Discussion
Introduction:
Fractures of the head, particularly of the mandible, are common in horses. In a recent review, fractures involving the head comprised 12% of all incidents and were the second most common injuries after splint bone fractures. Many head fractures are treated surgically and generally the prognosis is very good (Hug 2009). This applies not only to open fractures but also to severely displaced fractures. Cerclage wire is frequently used for repair of skull fractures because it is inexpensive and has a broad range of applications. The use of locking compression plates (LCP) and screws is very appropriate in skull fractures. Special small- sized interlocking implants are available to manage selected fractures successfully.
Fractures of the facial skull:
Periosteal elevators or Langenbeck retractors can be effectively applied for fracture reduction. A specially designed reduction instrument manufactured in 2 sizes (2.4 mm and 3.5 mm), has recently become available. It consists of an horizontal cross handle, connected to a tap-like rod that is twisted into the bone fragment. Depending on the size of the fragment a 1.8 or 2.4 mm drill hole is prepared and the instrument inserted into the bone fragment.
Once the displaced fragments are reduced into proper alignment, most skull fractures may be repaired using No. 2 polydioxanone sutures or 1 - 1.2mm (20 or 18 gauge) cerclage wire. Great care should be used when tightening a cerclage, because the bones of the facial skull are usually thin and can easily be cut by the wire. The advantage of using the Flapfix-System is that the titanium rosettes provide a large contact area with the bone fragments, which minimises iatrogenic bone damage potentially occurring during fracture fixation. Large fractures are amenable to repair using suitable plates. Locking compression plates like the 3.5 LCP reconstruction plates or the 2.4 mm Unilock are favoured by most surgeons because they allow a very stable fixation. Usually only few short screws of 8 - 14 mm length are required for a stable fixation.
Fractures of the orbit present a special challenge because, in addition to the bony eye socket, associated structures such as the globe or neighbouring parts of the nervous system may be involved. The outer parts of the orbit consist of solid bone and are therefore amenable to fixation with surgical plates, whereas the deeper parts are thin and do not usually allow repair using implants. Reconstruction plates (2.7 mm or 3.5 mm) are suitable for fixation because they are easily adapted to the shape of the bones.
Jaw fractures:
Mandibular fractures are the most common head fractures in the horse. Rostral fractures are the least stable fractures because the cheek teeth and muscles, which provide some stability, are lacking in this region. Incisive bone and mandibular fractures are often open toward the oral cavity, since fracture fragments are usually sharp and there is very little soft tissue covering the bones. Because most jaw fractures are unstable and dislocated, conservative treatment is rarely successful and should therefore not be attempted. The majority of rostral fractures are amenable to wire fixation. For rostral fractures an interdental continuous wire-loop splint described by Obwegeser can be used. It allows the application of uniform tension between all the teeth that are engaged in the splint (Furst et al. 2010).
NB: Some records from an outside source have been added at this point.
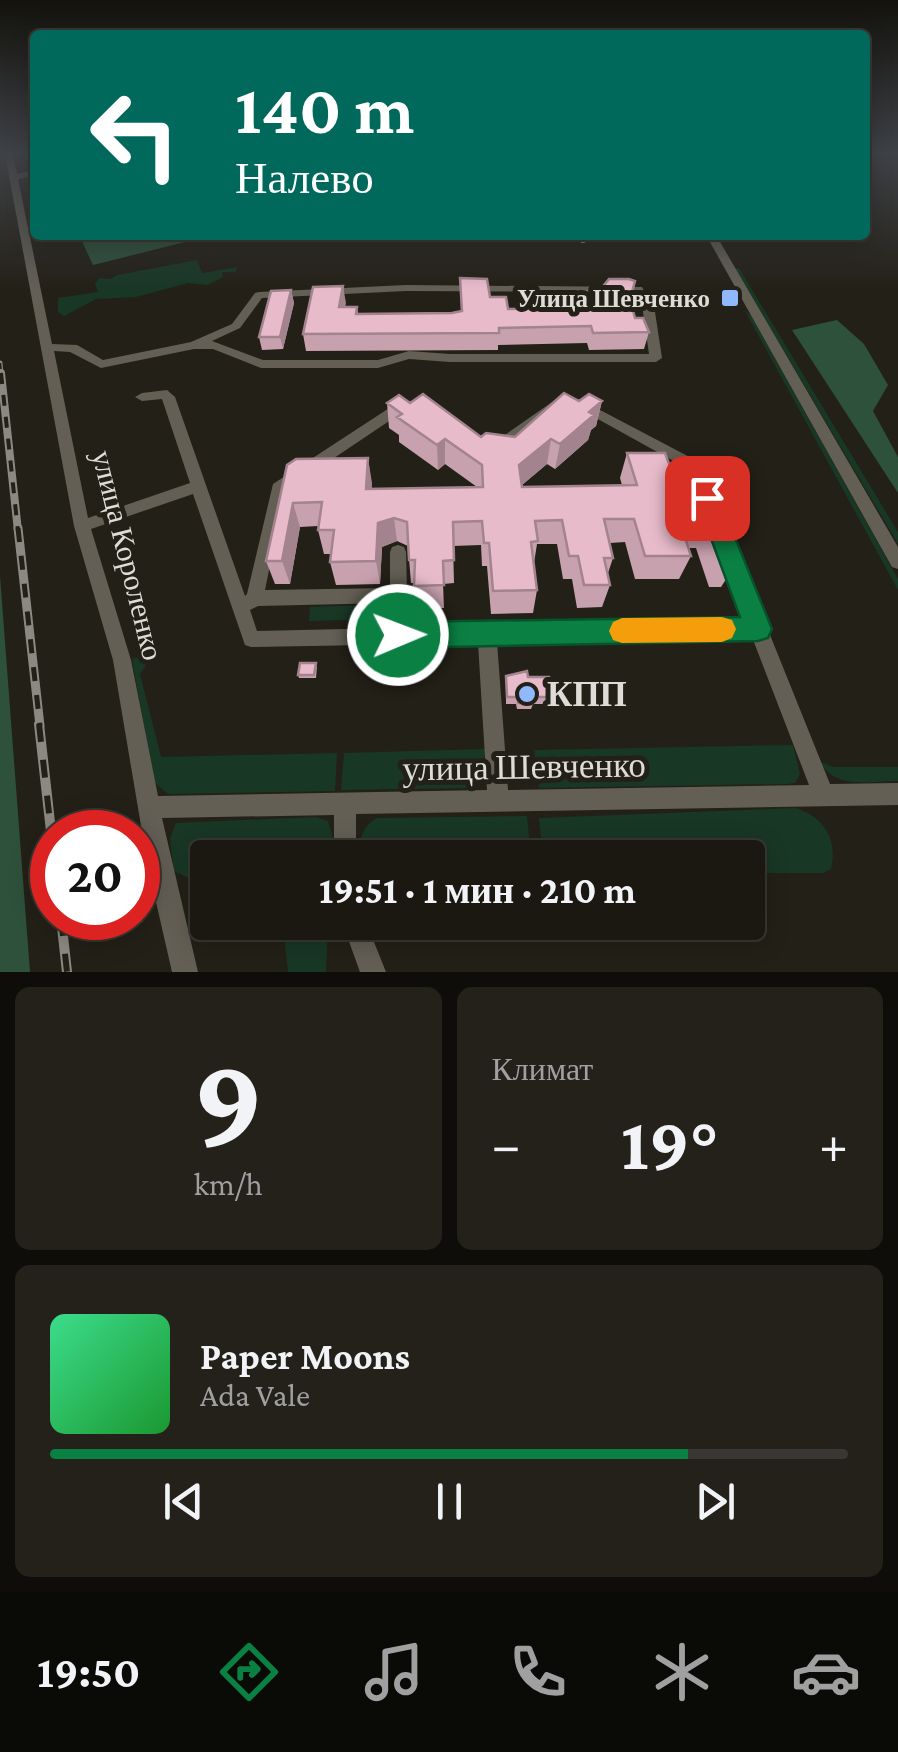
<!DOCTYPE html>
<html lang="ru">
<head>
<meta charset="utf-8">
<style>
	:root { --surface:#1a1811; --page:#23211a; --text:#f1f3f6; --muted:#9fa09f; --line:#383731; --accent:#0b8043 }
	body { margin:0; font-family:"Crimson Pro",serif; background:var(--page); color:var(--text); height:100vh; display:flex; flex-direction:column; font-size:38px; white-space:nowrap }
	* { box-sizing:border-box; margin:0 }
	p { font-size:32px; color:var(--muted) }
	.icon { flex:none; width:55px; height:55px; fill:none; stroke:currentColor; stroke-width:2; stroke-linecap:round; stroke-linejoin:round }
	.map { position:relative; height:972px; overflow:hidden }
	.drawer { display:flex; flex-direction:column; gap:15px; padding:15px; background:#0e0d09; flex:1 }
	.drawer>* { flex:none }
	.top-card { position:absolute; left:30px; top:30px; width:840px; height:210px; border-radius:10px; box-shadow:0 5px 25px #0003,0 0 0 2px var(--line); background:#00695c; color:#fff; overflow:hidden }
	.speed { position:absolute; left:30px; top:810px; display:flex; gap:20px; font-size:50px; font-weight:700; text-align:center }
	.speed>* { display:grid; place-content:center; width:130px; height:130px; border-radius:50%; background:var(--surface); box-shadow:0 5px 25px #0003,0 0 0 2px var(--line); line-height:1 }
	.speed .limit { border:15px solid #d22; background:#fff; color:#111 }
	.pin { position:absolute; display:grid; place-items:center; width:85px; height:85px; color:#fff; margin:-42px; border-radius:20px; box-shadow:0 5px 15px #0006 }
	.me { position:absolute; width:110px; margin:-55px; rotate:89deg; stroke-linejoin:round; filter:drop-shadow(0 0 8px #0008) }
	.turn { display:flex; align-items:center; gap:35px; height:210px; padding:0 40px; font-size:45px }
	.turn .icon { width:130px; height:130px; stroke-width:2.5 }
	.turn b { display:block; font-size:70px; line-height:85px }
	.big { font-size:75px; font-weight:700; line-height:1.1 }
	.drawer .card { flex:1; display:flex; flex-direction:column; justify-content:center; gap:15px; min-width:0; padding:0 35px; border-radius:15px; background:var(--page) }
	.drawer .dial { align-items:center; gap:0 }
	.dial b { font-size:130px; line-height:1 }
	.song { display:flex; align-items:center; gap:30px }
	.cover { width:120px; height:120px; border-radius:15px; background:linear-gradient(135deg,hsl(150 70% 55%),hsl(130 70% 35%)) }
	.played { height:10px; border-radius:5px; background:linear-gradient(90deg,var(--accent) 80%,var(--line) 80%) }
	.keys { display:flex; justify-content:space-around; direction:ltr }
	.heat { display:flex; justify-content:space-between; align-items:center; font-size:55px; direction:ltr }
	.drawer .tiles { flex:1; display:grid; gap:15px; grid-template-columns:1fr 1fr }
	.card:last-child { grid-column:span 2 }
	.trip { position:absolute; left:190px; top:840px; width:575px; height:100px; border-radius:10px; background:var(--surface); box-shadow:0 5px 25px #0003,0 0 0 2px var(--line); font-weight:700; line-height:100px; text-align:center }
	.menu { display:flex; height:160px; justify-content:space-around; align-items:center; background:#0a0a07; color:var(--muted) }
	.menu .icon { width:70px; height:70px }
	.menu .selected { color:var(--accent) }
	.menu b { font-size:45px; color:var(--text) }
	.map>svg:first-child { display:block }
</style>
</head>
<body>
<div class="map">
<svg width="898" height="972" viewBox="0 0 898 972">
	<rect width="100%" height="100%" fill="#232017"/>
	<path fill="#193725" d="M197,260L202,273L238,267L235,272H222L223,277L207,285L188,283L136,297L96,299L64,316L58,312V298L98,292L95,284L99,278L111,279L117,275Z
		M735,268H739L898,532V544Z
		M744,309L752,317L898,579V590Z
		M393,604L380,619L309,621L310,607Z
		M143,655L146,665L140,674L161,757L337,753L335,791L168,794L154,782L132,659Z
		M793,745L800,774L795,783L787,784L539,788L534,750Z
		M485,749L483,778L470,788L341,790L344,753Z
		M820,762L833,767H898V781C870,781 835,790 820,762Z
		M795,808C824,816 838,840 831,869L823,873H748V858L543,857L539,818Z
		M527,816L531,857H361C358,842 362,825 377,818Z
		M316,817L328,821L334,842L333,857L208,858L207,887L174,871L170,839L176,823Z
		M279,923H328L326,972H288L284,935Z"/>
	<path fill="#2e513c" d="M79,235H213L93,265Z
		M837,320L864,344L888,385L873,411L898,457V493L792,330Z
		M0,576L30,972H0Z"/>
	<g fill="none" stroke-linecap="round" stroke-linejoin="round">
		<path fill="#635f55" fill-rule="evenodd" d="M5,154H13L17,174L35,170V176L18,179L52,344L77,345L103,360L191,342L232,324L255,293L259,292L406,285L642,287L655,312L662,358L656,362H450L409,359L378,368H261L213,349H194L101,368L70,352L54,351L88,518L190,483L162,399L142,401L135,397L142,393L167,390L175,397L245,596L247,594L273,484L400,401H410L412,404L410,407L285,491L265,590L390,588V552L392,547L398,545L404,547L406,552L407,590L410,595L407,600L408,628L746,621L719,548L721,543L727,541L733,543L735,548L830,784L898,783V805L356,814V858H334V815L162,818L198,972H172L148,867L113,660L74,526ZM406,291L634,292L643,312L649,354H450L409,351L378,360H263L212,341L240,328L262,298ZM193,494L245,645L251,647L478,643L487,790L158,796L131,660L91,529ZM390,603V628L257,631L250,610L258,606ZM752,637L809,785L508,790L497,642Z
			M706,235H716L898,547V569L892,567Z
			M562,395L569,399L567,402C546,418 517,451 490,449L488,445L490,441L502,437Z
			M583,401L699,462L717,503L714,507H704L688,469L578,408L576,405L578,402Z
			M342,922H366L386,972H360Z"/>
		<defs>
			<path id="rail-far3" d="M0,363L1,375"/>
			<path id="rail-far2" d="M1,373L18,531"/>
			<path id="rail-far1" d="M18,528L40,726"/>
			<path id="rail" d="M39,724L52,840
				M61,918L67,972"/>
		</defs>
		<use href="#rail-far3" stroke="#8c8982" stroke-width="5"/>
		<use href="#rail-far2" stroke="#8c8982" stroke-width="8"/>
		<use href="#rail-far1" stroke="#8c8982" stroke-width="9"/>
		<use href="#rail" stroke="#8c8982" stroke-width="10"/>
		<use href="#rail-far3" stroke="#232017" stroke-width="2.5" stroke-dasharray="6" stroke-linecap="butt"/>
		<use href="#rail-far2" stroke="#232017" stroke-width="4" stroke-dasharray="11" stroke-linecap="butt"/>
		<use href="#rail-far1" stroke="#232017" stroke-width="5" stroke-dasharray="14" stroke-linecap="butt"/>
		<use href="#rail" stroke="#232017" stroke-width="6" stroke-dasharray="18" stroke-linecap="butt"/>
	</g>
	<path fill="#c8a1af" d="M571,235H602V238L582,243Z
		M460,278L508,309L575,308L578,292L628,309L626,310L649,332L644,349L589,350L587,343L498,345V350L306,351L303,334L343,286L345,307H357L358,314L452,313L461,311Z
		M291,290L294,303L283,349L262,350L259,337Z
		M579,401H602L596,426L591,430L588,440L555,469L547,464L522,485V487L622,485L620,478L627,453L677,485L705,484L736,564L721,587H709L696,548H689L691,556L679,579H635L625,542L610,543L613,558L608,573L610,585L602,607L577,608L572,579H563L557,544H537L534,563L537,590L533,613L491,614L487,566H482L481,545L453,546L454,583L443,584L444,608H416L414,583H411L408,546L397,541L382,547L380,584L336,585L330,562L331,554H324L318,530V526L300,527L290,584H275L266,561L287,465L368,458L372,489L477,487L445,464L438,470L399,442V435L389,428L387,403H410L481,437H515Z
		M317,666L316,678H299L298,675Z
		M506,676L528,677L552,697L550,704H533L531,709H517L516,704H506Z"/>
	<path fill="#a2838e" d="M583,235H602V238L582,243Z
		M343,286L346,303L342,324L339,307Z
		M291,290L294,303L283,349L280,337Z
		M632,292L628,309L607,327L611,310Z
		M602,401L596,426L591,430L588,440L555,469L560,444L589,412Z
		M445,439V464L438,470L437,445Z
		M551,439L547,464L516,490L519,465Z
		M368,458L372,483L370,513L366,489Z
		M293,503L300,527L290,584L282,561Z
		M394,518L397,541L382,547L380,584L376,561L378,523Z"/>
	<path fill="#e8bbcb" stroke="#a2838e" stroke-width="2.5" d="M460,278L487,279L490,297H506L508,309L576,308L581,306L578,292L599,291L609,279H629L635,281L632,292L611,310L633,311L635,318H643L649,332L593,333L591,326L499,328V333L303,334L313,287L343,286L339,307H357L356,314L452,313L462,311Z
		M291,290L280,337H259L271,291Z
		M564,393L579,401L589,394L602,401L589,412L594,415L560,444L551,439L519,465L522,487L637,485L627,453H665L677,485L705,484L736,564H723L708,524L681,525L691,556H645L634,519H604L613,558H604L610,585H584L578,556H569L562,520L535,521L538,541L531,542L537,590L493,591L489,543H484L482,521L453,522L454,560L443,561L444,585L414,586L415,560H409L407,522L394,518L378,523L376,561L330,562L334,530H318L322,502L293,503L282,561H266L287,465L296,459L368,458L366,489L483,487L482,465L445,439L437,445L397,417L402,414L387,403L399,395L410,403L423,394L481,437L486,433L515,437Z
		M300,663H316L314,675H298Z
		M527,671L528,677H549L552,697H533V703H518V697H507L506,676Z"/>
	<linearGradient id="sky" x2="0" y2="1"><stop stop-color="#13120d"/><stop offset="0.53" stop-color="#3f4247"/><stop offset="1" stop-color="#3f4247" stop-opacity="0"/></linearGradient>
	<rect width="898" height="290" fill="url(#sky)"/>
	<path fill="#0b8043" stroke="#07532c" stroke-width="2.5" d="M707,489L719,498L772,629L768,638L758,641L398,648L389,644L385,635L389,626L398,622L740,617L696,498Z"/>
	<path fill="#f59e0b" d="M722,617L732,620L736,629L732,638L722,642L622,643L613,640L609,631L613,622L622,618Z"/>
	<g fill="#90b8fd" stroke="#232017" stroke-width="4">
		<rect x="720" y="288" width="20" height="20" rx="5"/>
		<circle cx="527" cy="694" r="10"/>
	</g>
	<g text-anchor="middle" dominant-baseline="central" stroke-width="10" stroke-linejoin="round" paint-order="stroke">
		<g font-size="25" font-weight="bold" fill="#dedcd6" stroke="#232017" text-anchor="end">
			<text x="710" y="298">Улица Шевченко</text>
		</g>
		<g font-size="30" fill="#dedcd6" stroke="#232017">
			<text transform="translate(128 555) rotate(76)">улица Короленко</text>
		</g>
		<g font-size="35" font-weight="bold" fill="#dedcd6" stroke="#232017" text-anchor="start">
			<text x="547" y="694">КПП</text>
		</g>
		<g font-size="35" fill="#dedcd6" stroke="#232017">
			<text transform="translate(524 767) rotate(-1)">улица Шевченко</text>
		</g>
	</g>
</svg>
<div class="speed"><div class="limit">20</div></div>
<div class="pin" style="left:707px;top:498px;background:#d93025"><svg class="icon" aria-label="arrive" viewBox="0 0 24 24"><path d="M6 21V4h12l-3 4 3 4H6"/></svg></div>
<svg class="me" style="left:398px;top:635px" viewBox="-20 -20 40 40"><circle r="17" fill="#0b8043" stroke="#fff" stroke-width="3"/><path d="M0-11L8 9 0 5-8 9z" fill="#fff"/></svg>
<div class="trip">19:51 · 1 мин · 210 m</div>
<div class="top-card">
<div class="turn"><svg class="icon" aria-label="left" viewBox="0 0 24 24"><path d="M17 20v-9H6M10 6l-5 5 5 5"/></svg><div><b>140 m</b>Налево</div></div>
</div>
</div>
<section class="drawer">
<div class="tiles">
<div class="card dial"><b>9</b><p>km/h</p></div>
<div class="card"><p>Климат</p>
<div class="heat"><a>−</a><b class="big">19°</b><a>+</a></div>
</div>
<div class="card">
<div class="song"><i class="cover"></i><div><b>Paper Moons</b><p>Ada Vale</p></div></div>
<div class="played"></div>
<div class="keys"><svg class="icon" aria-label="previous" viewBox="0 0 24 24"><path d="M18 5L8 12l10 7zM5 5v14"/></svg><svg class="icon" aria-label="pause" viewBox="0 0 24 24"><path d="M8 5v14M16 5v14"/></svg><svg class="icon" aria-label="next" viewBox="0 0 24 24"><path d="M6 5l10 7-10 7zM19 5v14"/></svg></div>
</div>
</div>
</section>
<nav class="menu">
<b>19:50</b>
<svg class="icon selected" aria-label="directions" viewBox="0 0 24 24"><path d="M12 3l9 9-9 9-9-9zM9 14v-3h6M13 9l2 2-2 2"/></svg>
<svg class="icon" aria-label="music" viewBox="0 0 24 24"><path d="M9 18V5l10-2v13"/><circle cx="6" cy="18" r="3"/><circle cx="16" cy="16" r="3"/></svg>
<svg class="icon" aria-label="phone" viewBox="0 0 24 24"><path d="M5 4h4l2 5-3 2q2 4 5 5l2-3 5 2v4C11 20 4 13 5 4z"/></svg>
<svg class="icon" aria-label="climate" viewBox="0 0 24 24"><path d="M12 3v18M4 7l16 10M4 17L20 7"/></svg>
<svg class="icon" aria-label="car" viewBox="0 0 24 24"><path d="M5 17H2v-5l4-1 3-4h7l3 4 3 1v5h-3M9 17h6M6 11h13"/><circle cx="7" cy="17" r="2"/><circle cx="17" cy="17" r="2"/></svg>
</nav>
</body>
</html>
Many fractures of the body or the ramus of the mandible can be fixed using screws and plates. Although the oral side of the mandible and maxilla is the tension surface, plates are applied ventral to the mandible, where the thick cortex provides a stable fixation. Dynamic compression plates can be used but locking compression plates are presently preferred, because they provide better stability (Kuemmerle et al. 2009). In areas with only one cortex and a predominance of spongy bone, locking screws provide good stability. Depending on the size of the horse, narrow 3.5 or 4.5 LCP are used. Fractures of the mandibular interdental space may be uni- or bilateral and the fragments are often severely dislocated and highly mobile. Very unstable and bilateral mandibular fractures require fixation with one or 2 plates, in addition to intraoral wire fixation that engages the premolars. Teeth that are involved in the fracture should not be removed because this decreases the stability of the fracture. Open and dislocated fractures of the horizontal part of the mandibular branch require surgical treatment and fixation using screws and plates is the treatment of choice. The ventral margin of the mandible is very strong and suitable for the placement of multiple screws.
Fractures of the vertical part of the mandibular branch are rare. Transverse fractures with minimal dislocation are treated conservatively, whereas unstable fractures and those with more severe dislocation require surgical treatment. Plating the ventral and caudal aspect of the vertical ramus can be difficult because access for drilling and placing the screws is limited by the parotid area and the wing of the atlas.